Recognizing U of T’s rising stars
The Cannes Film Festival may have the Caméra d'Or for debut filmmakers – but the research world has the Sloan Research Fellowships.
And, of the eight fellowships awarded to faculty at Canadian universities this year, six are going to University of Toronto scholars.
The Alfred P. Sloan Foundation has named U of T’s Artur Izmaylov, Natalie Enright Jerger, Julie Lefebvre, Jacob Tsimerman, Daniel Wigdor and Hau-tieng Wu among 126 oustanding young researchers from across Canada and the United States.
The US $50,000 prizes are given to early-career scientists and scholars whose achievements and potential identify them as among the next generation of scientific leaders.
“Carrying on a research agenda today means building great teams,” said Wigdor (pictured at right), a researcher with U of T’s computer science department. (Read about U of T's top-ranked computer science department.)
“I hope this recognition will serve as a beacon to continue to attract talent to the lab, and that my team of talented and hard-working undergraduate and graduate students, post docs, staff, and collaborators both within and outside U of T today, sees this as a wonderful vindication of many late nights.”
The six U of T Fellows are exploring a wide range of topics:
- Artur Izmaylov (department of physical & environmental sciences, UTSC) focuses on understanding and modeling chemical dynamics involving multiple electronic states in molecules and materials. Such processes are ubiquitous in solar energy harvesting, photoactive protein functioning and catalytic reactions on metallic surfaces.
- Natalie Enright Jerger (Edward S. Rogers Sr. Department of Electrical & Computer Engineering) investigates more efficient ways for networks on computer processor chips to communicate as computing systems grow larger and more complex. She focuses on tackling three challenges: improving communication between cores, caches and memory, streamlining caching protocols and improving parallel programming.
- Julie Lefebvre (department of molecular genetics and The Hospital for Sick Children) aims to identify mechanisms of neural circuit development in the healthy brain, and to understand how changes in these mechanisms contribute to abnormal brain function and neurodevelopmental disorders. Her focus is studying cellular strategies and molecular pathways that shape neurons and direct their assembly into neural circuits, and testing how defects in connectivity patterns cause circuit function defects.
- Jacob Tsimerman (department of mathematics) works at estimating how many solutions there are to a system of polynomial equations using integers – whole numbers that do not have a fractional or decimal component. His work is rooted in the fundamental concepts of number theory and algebraic mathematics.

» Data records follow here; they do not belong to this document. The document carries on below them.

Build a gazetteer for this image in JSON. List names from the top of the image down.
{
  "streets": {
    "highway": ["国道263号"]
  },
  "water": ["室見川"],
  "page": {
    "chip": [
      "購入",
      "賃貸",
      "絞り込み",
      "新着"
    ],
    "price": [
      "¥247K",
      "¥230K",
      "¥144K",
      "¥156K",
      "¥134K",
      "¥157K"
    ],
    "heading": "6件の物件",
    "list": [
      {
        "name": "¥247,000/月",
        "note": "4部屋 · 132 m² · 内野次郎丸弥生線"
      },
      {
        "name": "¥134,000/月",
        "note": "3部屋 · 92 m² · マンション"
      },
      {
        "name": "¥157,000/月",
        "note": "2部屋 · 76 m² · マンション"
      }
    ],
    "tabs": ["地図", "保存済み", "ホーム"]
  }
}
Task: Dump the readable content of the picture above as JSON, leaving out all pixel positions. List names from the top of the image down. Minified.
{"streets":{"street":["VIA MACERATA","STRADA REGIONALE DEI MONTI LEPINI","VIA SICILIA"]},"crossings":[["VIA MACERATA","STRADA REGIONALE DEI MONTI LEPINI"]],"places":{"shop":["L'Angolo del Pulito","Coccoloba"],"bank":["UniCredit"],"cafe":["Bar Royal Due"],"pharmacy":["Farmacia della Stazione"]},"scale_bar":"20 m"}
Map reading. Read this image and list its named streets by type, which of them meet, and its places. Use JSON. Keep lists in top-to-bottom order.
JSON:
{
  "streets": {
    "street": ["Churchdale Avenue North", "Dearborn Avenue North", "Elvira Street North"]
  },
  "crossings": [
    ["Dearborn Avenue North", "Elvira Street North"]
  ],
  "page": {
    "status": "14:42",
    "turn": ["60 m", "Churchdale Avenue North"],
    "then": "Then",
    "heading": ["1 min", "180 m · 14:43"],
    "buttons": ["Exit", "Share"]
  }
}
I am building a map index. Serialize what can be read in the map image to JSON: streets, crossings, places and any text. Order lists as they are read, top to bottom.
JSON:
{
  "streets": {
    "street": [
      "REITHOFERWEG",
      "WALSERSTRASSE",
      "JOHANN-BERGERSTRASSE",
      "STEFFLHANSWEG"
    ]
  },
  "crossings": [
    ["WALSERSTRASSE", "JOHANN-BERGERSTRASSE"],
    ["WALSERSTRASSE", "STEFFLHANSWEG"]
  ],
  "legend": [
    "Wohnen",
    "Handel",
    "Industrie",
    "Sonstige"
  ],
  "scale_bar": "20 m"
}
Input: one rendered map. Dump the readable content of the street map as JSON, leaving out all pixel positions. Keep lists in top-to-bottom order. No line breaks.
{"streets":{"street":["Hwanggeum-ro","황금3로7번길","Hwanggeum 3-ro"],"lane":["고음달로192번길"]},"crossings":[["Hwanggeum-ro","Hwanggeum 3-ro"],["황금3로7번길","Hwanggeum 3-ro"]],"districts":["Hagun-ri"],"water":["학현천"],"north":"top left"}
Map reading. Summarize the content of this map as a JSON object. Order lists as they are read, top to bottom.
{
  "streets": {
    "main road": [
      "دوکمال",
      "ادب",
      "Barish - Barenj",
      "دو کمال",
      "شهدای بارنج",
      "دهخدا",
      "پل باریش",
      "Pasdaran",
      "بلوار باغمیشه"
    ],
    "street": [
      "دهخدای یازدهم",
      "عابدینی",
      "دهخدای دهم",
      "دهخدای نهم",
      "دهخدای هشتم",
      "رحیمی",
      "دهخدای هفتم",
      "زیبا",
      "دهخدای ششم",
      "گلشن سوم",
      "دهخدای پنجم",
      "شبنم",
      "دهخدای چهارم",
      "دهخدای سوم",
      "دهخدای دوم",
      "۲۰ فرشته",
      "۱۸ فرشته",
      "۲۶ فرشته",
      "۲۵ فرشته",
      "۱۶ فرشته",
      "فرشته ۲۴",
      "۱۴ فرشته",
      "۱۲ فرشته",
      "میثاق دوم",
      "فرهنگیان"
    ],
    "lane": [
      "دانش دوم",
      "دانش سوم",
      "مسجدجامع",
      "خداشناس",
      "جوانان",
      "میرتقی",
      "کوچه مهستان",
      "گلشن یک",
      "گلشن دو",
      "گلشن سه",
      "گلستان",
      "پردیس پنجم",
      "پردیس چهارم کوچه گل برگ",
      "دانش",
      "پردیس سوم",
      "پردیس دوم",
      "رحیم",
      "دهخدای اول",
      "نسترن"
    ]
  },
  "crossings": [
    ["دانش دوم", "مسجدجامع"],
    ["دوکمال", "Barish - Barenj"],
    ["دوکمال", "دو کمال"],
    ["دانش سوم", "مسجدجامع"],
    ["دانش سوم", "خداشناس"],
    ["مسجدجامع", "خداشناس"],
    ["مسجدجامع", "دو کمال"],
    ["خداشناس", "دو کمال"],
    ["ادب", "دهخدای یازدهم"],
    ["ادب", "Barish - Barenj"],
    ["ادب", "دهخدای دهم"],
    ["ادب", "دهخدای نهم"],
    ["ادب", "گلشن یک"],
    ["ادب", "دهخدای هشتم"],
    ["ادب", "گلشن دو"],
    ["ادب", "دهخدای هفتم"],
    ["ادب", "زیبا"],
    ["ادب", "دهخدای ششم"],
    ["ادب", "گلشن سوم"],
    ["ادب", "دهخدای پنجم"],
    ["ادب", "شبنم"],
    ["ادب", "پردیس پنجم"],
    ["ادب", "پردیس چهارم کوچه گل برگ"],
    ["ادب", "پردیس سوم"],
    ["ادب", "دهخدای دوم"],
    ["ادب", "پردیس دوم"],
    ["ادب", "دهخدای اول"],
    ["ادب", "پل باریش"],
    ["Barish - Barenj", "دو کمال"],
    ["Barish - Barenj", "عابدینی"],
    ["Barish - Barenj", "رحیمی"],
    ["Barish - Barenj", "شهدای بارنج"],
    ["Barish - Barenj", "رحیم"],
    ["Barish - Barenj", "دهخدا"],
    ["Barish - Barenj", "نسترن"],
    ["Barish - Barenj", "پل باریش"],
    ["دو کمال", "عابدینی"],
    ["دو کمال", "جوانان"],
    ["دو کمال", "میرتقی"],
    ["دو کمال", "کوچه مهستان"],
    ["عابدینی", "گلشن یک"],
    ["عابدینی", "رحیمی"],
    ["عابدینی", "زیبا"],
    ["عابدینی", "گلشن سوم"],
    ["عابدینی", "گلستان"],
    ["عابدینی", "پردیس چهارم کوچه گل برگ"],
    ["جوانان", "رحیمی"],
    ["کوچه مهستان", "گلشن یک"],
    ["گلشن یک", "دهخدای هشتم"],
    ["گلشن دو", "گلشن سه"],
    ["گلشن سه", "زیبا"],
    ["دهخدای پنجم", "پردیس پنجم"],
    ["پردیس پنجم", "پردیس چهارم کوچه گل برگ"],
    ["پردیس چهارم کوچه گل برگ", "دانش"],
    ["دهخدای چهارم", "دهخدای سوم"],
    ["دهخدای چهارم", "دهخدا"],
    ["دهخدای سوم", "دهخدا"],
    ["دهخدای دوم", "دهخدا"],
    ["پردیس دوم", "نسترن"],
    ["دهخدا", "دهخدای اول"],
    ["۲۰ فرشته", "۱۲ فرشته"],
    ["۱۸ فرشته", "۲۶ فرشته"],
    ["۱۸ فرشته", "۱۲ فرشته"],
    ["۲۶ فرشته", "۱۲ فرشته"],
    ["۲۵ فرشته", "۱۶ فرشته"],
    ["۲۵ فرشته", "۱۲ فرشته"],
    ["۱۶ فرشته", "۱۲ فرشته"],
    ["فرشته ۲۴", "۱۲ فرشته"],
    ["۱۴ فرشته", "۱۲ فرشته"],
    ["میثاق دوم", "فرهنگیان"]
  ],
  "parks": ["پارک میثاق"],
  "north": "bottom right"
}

- Daniel Wigdor (department of mathematical & computational sciences, UTM), department of mechanical and industrial engineering) explores human-computer interaction and specifically how to remove the delay experienced when using smartphones and tablets. Computing performance has improved significantly in recent decades though the delay of touchscreens has stalled at 100 milliseconds, which is why they feel ‘springy’. Wigdor wants to reduce that response time and make digital devices feel more like physical ones –like writing on real paper.
- Hau-tieng Wu (department of mathematics) focuses on mathematical study and statistical big data analysis and their medical applications, particularly in the areas of anesthesia/sedation/sleep analysis based on different physiological signals, breathing/heart-rate variation analysis and coupling effect, ECG waveform analysis, as well as seasonal diseases.
Enright Jerger said it is rare for researchers in her particular area of computer architecture to receive a Sloan Fellowship. (Read more about Enright Jerger’s work.)
“I wasn't expecting it when I heard the news,” she said. “I was thrilled. It's a great honour."
Awarded annually since 1955, Sloan Research Fellowships span eight scientific and technical fields – chemistry, computer science, economics, mathematics, evolutionary and computational molecular biology, neuroscience, ocean sciences and physics. Recipients are often in their first appointments to university faculties and are working to set up laboratories and establish independent research projects.